Certo, ci sono sempre quei giornali per rievocarli, e così i video in Piazza Duomo del 22 e 23 maggio 2022, le foto di me con i capelli tinti di biondo per festeggiare il titolo. Ci sono i ricordi di dov'ero, con chi ero, come ho vissuto ogni passaggio di questa risalita: i rigori contro il Rio Ave con la televisione che diventa nera al momento dell'ultimo tiro, la salita in bicicletta per festeggiare il ritorno in Champions League, le lacrime dopo Milan-Spezia 1-2 e la conseguente promessa (non del tutto mantenuta) di non arrabbiarmi più troppo per una partita di calcio. E poi ancora la doppietta di Giroud nel derby il giorno del compleanno della mia compagna e di uno dei miei più cari amici, rossonero anche lui, fino a quel 22 maggio con mio padre che viene a Milano per festeggiare con me uno Scudetto tanto atteso. Ma anche la corsa europea di quest'anno, pur chiusa nel modo peggiore di tutti: l'entusiasmo controllato per l'1-0 al Tottenham, la scommessa di non togliermi un orecchino della Champions fino a che eravamo in corsa, la gioia della vittoria sul Napoli e la paura che questa volta, infine, passassero quelli con la maglia nerazzurra.

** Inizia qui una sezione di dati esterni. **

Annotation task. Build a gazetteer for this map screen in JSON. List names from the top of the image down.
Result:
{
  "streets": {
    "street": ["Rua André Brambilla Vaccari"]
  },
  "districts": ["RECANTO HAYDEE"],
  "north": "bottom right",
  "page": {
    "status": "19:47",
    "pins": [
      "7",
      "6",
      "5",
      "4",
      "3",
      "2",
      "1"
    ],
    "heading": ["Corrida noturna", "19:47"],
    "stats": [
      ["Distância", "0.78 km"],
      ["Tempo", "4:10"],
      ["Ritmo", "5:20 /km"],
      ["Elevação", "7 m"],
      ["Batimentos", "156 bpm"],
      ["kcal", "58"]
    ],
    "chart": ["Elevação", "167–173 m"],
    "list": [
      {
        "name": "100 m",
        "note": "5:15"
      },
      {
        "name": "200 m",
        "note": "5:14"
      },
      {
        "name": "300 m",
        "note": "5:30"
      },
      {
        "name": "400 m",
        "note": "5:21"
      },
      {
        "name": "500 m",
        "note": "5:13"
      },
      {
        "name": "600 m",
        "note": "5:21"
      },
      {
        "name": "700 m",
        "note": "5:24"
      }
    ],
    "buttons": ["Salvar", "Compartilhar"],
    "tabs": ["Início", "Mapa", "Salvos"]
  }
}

Sono lì, quei ricordi, bisogna solo cercarli e aggrapparvisi con tutta la forza possibile per lasciar passare la bufera per, poi, tornare di nuovo a crederci. Del resto, quante volte ce lo siamo detti, nel calcio e nella vita, che dopo Istanbul c'è sempre Atene?

Noi milanisti troppo spesso abbiamo vissuto nei ricordi del glorioso passato europeo, e la nostalgia è un sentimento che detesto: anche per questo ero felice finalmente di vivere nel presente, anzi nel futuro, di tifare una squadra giovane, europea, brillante, con un allenatore e dei giocatori a cui volevo bene e delle prospettive di sviluppo inesplorate. Questo finale di stagione mi sta togliendo un po' di quella felicità, costringendomi a rifugiarmi in quei ricordi per superare il momento. Non so se questa parte della storia sia finita qui, malamente, se cacceranno Pioli e ricominceremo da capo. Io credo che, con il giusto mercato, e con la conquista della Champions League agevolata dalla penalizzazione della Juventus, i rossoneri possano riprendere con Pioli il loro percorso di costruzione di una squadra entusiasmante e stabilmente ai vertici. In ogni caso, sono sereno: sarà che ho compiuto trent'anni e che nella vita mi stanno succedendo delle cose importanti. Aspettando con fiducia il prossimo successo che valga l'acquisto della Gazzetta, o magari, con un po' di doverosa Schadenfreude, una sconfitta dell'Inter a Istanbul, continuo a cantare «Quanto è bello l'A.C. Milan, quanto è bello essere noi».